SOURCE MATERIAL
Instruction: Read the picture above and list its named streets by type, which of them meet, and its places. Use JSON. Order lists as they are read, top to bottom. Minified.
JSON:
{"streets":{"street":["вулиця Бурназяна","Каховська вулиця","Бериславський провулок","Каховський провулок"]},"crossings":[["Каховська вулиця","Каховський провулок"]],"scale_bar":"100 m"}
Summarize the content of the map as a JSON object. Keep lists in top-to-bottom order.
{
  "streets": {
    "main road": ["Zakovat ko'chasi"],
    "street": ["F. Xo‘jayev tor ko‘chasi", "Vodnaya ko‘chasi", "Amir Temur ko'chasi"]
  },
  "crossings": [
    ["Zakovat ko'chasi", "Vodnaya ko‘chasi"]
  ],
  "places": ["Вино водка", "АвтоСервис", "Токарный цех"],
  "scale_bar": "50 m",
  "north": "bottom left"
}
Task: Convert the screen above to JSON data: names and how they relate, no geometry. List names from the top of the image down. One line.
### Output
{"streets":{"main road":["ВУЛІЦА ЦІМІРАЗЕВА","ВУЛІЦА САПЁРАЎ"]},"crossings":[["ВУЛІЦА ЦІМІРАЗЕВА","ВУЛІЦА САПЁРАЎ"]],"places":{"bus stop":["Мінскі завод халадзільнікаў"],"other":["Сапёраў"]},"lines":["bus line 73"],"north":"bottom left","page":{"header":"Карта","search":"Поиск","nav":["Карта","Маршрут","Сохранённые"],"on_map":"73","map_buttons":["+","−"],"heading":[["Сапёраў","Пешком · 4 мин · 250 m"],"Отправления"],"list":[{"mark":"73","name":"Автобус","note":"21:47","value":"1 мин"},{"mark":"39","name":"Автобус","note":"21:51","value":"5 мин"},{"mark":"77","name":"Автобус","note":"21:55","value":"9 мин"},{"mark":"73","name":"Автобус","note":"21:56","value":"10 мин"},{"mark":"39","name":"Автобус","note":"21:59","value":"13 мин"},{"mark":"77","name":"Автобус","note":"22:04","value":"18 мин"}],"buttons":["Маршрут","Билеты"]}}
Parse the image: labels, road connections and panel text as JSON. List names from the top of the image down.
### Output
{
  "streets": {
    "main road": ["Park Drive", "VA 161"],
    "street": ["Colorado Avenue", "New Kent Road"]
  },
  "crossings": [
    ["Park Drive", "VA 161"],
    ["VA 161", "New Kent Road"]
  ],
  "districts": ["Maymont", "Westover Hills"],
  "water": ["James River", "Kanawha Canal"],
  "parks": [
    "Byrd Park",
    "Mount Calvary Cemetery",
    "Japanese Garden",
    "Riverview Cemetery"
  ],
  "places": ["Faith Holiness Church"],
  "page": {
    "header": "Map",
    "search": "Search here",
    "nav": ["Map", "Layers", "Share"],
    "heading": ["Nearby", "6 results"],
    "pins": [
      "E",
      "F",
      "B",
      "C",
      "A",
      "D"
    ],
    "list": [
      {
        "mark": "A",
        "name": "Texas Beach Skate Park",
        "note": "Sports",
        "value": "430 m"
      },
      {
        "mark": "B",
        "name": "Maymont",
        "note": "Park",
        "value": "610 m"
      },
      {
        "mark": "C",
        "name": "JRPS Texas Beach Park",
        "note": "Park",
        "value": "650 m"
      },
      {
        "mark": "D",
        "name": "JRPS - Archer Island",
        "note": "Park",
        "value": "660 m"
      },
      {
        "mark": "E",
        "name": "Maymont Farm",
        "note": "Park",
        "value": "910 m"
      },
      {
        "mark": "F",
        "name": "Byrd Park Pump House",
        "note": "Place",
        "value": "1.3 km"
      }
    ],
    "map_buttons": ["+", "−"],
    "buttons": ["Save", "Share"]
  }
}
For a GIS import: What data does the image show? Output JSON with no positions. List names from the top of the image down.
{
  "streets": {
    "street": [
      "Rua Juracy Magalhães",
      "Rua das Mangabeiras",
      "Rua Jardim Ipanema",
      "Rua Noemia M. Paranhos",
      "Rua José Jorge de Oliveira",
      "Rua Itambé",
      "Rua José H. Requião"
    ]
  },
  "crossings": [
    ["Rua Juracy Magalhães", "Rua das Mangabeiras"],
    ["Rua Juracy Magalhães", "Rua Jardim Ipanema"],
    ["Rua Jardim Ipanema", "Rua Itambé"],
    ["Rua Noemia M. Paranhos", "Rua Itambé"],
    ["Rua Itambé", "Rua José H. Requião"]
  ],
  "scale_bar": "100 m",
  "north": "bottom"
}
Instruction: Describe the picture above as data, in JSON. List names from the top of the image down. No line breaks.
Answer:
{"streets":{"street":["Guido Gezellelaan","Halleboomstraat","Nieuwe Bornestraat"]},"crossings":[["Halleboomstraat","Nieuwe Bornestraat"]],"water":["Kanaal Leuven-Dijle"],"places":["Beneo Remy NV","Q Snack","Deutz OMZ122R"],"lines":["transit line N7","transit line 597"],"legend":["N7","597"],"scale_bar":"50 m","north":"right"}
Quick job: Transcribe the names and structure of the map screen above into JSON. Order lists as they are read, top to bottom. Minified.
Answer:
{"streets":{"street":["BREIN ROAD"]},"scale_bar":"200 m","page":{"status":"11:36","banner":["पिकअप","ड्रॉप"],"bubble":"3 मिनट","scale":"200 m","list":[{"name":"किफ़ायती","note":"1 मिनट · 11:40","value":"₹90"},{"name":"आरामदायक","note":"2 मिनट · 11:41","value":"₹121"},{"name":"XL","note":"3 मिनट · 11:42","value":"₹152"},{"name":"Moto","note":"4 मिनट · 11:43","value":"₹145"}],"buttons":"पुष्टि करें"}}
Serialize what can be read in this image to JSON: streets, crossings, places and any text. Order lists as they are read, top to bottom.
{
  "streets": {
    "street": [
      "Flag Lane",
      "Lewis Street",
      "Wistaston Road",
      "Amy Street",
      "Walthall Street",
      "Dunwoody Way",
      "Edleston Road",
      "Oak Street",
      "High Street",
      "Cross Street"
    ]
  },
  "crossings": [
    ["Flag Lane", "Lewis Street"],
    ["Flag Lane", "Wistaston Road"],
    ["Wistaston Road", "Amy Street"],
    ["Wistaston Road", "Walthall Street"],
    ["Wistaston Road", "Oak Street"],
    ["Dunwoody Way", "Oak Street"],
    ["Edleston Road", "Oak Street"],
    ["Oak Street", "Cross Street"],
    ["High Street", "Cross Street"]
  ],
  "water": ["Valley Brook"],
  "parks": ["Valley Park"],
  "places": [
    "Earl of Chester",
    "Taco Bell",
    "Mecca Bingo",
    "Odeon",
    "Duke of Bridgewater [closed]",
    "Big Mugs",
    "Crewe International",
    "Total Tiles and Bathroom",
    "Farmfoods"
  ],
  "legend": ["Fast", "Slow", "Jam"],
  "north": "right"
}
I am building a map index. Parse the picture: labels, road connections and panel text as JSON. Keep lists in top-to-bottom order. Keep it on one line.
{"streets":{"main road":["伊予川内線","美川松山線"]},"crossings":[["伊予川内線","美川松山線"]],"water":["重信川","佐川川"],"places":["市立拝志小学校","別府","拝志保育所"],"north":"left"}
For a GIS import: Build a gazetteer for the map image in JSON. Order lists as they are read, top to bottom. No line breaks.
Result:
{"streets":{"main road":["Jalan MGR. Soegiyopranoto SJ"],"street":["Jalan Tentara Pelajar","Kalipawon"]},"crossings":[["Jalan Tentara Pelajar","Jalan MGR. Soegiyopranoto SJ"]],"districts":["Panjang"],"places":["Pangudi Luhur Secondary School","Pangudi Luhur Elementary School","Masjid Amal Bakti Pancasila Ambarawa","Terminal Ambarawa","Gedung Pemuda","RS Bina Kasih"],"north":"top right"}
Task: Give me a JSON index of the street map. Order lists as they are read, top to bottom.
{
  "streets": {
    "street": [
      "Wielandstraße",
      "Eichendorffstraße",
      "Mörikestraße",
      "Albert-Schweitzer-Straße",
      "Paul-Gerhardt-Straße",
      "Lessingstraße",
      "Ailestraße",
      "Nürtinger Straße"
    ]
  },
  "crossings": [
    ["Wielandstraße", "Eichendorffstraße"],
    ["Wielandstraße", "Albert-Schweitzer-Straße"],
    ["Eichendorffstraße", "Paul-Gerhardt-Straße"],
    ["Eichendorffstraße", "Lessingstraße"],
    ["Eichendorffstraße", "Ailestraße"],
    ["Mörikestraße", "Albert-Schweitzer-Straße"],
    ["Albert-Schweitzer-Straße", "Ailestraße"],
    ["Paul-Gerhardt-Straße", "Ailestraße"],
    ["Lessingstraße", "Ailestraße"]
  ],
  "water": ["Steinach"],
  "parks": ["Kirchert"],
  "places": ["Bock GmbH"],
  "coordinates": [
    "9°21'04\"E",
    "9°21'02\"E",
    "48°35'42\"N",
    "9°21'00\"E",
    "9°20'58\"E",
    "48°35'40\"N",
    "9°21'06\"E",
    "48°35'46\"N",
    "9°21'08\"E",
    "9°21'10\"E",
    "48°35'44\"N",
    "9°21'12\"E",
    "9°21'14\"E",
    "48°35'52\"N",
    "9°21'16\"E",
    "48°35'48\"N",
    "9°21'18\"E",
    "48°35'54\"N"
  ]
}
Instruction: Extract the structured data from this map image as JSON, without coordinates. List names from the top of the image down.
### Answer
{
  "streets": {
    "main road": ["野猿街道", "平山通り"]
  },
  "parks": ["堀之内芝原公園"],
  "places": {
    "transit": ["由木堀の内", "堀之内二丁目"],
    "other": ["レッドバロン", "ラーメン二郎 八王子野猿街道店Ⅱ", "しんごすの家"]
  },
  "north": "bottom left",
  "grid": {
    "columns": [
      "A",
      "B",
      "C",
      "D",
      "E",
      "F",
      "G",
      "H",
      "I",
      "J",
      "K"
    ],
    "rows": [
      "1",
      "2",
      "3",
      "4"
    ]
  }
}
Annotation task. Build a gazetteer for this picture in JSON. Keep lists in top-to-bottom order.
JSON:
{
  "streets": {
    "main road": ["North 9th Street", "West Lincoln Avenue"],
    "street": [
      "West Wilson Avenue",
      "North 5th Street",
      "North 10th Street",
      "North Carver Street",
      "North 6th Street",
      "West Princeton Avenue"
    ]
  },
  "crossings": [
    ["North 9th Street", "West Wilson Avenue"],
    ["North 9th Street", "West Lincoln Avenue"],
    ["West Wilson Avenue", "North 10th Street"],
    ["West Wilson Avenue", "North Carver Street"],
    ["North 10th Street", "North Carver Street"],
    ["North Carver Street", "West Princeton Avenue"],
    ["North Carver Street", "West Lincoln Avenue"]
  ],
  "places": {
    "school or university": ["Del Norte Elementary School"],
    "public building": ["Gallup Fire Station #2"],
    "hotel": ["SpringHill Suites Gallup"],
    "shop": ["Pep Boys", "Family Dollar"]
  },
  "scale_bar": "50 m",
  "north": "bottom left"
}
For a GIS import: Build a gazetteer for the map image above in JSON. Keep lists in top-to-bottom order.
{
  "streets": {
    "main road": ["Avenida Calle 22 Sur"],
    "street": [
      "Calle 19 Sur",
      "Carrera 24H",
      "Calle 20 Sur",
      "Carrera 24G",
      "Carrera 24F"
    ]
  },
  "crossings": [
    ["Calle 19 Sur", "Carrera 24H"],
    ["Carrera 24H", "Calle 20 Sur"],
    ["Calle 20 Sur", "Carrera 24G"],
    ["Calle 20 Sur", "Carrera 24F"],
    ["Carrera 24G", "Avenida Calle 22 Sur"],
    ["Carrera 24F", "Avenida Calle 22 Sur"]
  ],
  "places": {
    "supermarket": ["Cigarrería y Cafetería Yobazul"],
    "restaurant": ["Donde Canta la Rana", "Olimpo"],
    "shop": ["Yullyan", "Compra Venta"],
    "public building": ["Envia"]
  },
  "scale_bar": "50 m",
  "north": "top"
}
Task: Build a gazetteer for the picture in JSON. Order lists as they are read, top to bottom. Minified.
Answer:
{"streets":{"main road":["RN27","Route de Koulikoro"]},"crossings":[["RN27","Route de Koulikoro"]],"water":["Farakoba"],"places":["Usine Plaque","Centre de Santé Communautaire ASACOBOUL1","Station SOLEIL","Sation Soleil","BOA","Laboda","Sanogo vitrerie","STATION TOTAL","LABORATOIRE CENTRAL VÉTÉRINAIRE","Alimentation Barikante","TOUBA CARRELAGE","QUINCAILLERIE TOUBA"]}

YOUR INSTRUCTIONS
Your answer should be a single number: the count of lines in the entries that contain "Minified".

WRITTEN SOLUTION
3